### Dataset excerpts
^^^^^^^^^^^^^^^^
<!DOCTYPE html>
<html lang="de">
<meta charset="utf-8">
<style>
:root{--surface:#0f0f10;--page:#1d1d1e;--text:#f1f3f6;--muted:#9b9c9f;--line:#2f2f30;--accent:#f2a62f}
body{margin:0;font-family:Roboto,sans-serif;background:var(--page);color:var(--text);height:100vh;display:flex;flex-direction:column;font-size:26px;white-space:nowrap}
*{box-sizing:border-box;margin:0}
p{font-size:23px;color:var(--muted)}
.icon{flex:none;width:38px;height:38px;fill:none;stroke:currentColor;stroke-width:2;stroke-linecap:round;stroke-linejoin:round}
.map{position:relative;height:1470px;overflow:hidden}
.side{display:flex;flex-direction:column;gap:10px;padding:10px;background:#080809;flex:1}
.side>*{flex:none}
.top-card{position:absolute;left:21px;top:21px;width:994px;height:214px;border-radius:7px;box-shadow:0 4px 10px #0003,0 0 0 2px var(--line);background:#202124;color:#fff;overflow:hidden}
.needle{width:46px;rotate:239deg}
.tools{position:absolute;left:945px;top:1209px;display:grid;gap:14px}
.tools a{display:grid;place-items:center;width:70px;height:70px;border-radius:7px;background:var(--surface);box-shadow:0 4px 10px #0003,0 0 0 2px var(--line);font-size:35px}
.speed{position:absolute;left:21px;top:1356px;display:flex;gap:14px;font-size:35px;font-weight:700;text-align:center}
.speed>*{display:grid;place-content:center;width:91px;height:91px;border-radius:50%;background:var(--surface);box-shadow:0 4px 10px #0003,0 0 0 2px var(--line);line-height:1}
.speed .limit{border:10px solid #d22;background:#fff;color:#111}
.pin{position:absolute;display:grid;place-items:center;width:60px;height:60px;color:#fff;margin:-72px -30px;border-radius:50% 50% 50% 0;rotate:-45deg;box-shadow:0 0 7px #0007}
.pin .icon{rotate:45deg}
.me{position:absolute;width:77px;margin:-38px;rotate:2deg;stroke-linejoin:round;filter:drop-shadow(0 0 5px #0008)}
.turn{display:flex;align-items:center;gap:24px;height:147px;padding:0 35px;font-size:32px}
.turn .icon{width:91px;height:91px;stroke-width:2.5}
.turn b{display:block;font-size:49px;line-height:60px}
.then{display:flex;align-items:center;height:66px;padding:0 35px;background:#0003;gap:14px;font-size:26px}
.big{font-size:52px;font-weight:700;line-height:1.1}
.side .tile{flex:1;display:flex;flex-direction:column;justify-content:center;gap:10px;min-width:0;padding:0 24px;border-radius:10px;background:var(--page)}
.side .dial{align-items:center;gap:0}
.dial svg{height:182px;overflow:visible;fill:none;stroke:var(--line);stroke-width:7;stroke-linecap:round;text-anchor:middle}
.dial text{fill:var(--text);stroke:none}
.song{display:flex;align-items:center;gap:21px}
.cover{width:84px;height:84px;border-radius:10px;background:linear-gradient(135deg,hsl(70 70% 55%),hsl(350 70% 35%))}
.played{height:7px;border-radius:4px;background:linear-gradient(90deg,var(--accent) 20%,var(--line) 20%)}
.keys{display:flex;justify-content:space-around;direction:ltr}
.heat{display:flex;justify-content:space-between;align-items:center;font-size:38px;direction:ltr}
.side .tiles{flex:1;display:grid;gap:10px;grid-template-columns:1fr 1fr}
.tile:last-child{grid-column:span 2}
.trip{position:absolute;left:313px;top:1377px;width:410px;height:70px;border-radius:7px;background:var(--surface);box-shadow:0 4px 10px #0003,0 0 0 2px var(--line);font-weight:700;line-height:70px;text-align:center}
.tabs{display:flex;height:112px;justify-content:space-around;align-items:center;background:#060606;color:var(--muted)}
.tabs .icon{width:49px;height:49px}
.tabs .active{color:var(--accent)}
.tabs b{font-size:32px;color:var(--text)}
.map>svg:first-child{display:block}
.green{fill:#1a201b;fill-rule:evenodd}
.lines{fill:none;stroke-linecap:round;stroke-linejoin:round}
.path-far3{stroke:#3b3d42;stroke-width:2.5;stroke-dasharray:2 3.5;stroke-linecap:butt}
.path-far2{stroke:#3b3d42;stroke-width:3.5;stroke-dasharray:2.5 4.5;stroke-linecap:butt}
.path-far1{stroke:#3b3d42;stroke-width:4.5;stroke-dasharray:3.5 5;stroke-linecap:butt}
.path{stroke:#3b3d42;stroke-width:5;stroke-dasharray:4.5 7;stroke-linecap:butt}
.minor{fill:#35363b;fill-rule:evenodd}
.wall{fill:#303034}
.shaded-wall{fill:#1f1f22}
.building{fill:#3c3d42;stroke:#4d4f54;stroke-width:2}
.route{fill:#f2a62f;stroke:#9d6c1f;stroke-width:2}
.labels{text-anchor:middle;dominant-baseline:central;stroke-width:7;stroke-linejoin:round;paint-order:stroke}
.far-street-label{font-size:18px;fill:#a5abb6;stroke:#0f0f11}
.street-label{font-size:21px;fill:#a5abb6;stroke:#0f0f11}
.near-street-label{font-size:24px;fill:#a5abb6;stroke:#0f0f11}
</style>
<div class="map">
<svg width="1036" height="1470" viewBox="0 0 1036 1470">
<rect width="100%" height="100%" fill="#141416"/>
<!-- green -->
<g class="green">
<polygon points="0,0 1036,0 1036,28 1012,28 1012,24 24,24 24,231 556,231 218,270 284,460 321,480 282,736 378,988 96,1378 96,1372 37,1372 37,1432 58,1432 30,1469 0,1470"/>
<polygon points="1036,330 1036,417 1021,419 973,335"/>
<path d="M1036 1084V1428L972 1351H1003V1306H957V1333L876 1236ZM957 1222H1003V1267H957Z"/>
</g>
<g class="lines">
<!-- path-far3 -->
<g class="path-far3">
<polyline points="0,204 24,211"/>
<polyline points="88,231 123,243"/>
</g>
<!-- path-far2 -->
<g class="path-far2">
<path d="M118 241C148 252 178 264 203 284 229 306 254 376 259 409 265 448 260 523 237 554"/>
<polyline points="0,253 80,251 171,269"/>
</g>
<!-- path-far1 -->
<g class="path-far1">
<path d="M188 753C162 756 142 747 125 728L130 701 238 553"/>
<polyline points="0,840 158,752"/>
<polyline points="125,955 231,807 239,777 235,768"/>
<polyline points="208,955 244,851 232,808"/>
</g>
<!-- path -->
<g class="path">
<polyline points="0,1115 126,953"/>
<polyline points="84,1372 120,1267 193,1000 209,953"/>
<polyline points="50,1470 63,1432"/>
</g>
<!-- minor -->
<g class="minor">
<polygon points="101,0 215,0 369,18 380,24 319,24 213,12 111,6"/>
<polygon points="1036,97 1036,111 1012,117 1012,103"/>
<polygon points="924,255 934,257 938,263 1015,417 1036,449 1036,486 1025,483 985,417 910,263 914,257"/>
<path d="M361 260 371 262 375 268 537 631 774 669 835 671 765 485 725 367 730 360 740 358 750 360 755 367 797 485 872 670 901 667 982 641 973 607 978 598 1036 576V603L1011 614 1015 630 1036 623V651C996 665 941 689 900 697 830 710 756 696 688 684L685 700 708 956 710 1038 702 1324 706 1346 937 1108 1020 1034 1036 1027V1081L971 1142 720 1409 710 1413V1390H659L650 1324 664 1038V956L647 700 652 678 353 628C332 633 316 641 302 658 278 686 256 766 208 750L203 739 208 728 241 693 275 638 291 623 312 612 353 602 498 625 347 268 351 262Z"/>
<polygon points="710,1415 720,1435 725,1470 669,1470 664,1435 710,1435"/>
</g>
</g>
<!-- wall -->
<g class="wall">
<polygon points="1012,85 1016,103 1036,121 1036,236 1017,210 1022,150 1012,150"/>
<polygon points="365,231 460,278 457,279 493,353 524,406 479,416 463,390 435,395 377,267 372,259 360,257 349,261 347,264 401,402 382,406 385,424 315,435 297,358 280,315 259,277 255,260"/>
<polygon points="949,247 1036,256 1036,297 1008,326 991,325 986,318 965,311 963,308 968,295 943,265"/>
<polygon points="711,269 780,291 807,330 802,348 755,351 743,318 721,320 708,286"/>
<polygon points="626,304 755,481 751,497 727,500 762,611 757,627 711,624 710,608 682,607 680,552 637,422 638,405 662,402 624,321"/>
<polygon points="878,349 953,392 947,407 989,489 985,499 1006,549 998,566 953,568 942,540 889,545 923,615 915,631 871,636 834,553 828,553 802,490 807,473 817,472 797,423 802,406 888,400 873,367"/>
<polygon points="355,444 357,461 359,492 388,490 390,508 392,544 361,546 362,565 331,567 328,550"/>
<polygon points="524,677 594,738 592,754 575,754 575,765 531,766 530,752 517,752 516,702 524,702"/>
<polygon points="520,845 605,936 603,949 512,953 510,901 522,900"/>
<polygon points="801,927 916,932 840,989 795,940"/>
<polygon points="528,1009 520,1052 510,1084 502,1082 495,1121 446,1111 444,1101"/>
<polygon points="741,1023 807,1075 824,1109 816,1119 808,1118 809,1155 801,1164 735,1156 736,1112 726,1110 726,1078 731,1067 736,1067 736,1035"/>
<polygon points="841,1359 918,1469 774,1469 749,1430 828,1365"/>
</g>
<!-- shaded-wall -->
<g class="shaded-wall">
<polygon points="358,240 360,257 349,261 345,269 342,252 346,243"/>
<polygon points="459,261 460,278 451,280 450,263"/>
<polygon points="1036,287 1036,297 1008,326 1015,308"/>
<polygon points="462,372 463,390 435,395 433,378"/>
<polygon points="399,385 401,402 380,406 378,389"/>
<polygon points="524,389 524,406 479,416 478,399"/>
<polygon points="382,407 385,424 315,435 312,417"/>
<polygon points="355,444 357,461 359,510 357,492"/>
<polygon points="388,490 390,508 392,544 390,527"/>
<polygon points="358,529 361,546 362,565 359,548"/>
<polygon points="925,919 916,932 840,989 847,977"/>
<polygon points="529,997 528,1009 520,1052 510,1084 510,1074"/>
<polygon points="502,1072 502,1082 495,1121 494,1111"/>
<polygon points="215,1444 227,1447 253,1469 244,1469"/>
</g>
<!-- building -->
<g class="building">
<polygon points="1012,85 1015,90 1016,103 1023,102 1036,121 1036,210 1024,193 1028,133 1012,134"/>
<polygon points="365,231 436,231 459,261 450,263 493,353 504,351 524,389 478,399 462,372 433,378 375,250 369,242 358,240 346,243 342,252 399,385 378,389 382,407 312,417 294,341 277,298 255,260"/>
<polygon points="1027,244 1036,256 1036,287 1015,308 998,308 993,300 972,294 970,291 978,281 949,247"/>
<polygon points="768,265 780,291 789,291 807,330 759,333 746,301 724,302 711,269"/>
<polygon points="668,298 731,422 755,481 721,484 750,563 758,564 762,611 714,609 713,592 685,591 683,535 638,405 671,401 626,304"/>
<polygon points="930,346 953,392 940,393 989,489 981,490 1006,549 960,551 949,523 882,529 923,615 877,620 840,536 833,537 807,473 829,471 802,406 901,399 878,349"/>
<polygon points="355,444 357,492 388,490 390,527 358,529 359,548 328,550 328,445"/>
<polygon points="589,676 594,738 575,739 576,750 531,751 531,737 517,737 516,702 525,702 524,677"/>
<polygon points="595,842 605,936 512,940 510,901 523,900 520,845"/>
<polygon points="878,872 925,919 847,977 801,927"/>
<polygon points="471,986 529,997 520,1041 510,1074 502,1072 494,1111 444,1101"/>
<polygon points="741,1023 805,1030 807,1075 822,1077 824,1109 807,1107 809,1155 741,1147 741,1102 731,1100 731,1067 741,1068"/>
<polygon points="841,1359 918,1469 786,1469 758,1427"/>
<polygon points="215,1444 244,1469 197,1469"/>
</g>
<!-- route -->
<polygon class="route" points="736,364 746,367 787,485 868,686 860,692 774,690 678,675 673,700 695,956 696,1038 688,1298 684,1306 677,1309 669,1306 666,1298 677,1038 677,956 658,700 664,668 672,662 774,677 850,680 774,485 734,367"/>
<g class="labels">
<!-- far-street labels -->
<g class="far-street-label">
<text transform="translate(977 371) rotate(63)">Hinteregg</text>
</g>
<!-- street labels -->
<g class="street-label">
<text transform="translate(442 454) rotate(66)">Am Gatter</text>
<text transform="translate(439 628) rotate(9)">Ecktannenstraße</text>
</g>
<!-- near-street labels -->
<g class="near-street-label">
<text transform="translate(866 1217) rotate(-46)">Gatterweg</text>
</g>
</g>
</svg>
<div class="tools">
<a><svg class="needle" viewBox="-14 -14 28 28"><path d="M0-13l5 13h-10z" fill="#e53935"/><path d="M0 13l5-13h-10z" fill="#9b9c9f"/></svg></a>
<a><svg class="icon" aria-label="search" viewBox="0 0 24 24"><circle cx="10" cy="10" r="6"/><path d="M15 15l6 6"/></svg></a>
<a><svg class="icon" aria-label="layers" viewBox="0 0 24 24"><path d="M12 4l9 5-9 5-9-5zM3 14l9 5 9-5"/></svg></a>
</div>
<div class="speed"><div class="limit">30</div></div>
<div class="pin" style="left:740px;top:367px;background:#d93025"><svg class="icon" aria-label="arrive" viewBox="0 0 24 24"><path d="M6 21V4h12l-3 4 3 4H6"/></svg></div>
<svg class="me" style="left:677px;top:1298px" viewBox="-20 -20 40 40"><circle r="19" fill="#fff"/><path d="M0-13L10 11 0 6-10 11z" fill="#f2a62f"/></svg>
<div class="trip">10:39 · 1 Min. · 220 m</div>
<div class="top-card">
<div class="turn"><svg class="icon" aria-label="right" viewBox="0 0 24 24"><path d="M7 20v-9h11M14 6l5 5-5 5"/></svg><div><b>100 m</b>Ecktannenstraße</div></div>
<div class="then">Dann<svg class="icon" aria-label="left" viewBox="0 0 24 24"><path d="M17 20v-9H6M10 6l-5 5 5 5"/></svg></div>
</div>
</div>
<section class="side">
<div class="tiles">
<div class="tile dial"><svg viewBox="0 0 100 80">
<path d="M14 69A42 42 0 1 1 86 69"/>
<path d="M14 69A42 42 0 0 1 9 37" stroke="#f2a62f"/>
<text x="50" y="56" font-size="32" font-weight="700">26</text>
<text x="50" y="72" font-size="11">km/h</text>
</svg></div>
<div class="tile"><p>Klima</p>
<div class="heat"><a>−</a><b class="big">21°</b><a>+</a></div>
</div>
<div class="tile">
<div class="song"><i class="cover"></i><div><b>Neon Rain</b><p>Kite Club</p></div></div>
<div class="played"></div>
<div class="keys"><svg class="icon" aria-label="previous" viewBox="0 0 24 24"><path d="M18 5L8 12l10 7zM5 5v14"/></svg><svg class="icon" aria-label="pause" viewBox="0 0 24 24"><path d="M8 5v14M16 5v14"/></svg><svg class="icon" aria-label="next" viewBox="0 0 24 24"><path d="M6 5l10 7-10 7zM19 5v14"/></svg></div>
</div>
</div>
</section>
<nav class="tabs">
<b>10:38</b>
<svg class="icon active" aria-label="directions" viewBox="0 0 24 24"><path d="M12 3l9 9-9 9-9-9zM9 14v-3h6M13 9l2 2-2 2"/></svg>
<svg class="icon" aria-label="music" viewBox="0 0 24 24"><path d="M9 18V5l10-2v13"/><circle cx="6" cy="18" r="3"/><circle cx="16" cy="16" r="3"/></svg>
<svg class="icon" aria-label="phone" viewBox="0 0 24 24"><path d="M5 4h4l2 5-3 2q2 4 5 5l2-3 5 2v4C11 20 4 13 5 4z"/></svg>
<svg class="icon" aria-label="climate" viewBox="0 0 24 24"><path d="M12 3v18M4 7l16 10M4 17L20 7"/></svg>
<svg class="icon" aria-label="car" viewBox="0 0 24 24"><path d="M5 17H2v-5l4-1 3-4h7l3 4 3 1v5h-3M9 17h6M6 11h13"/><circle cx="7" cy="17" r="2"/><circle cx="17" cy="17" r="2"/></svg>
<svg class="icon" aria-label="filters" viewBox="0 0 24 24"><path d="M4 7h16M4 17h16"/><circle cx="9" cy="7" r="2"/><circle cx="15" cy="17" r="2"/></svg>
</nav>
^^^^^^^^^^^^^^^^
### What this task involves
Set down, exactly and in full, the lines from the one containing "4h4l2 5-3 2q2" through the end of the entries; no other line belongs.

### Written solution
<svg class="icon" aria-label="phone" viewBox="0 0 24 24"><path d="M5 4h4l2 5-3 2q2 4 5 5l2-3 5 2v4C11 20 4 13 5 4z"/></svg>
<svg class="icon" aria-label="climate" viewBox="0 0 24 24"><path d="M12 3v18M4 7l16 10M4 17L20 7"/></svg>
<svg class="icon" aria-label="car" viewBox="0 0 24 24"><path d="M5 17H2v-5l4-1 3-4h7l3 4 3 1v5h-3M9 17h6M6 11h13"/><circle cx="7" cy="17" r="2"/><circle cx="17" cy="17" r="2"/></svg>
<svg class="icon" aria-label="filters" viewBox="0 0 24 24"><path d="M4 7h16M4 17h16"/><circle cx="9" cy="7" r="2"/><circle cx="15" cy="17" r="2"/></svg>
</nav>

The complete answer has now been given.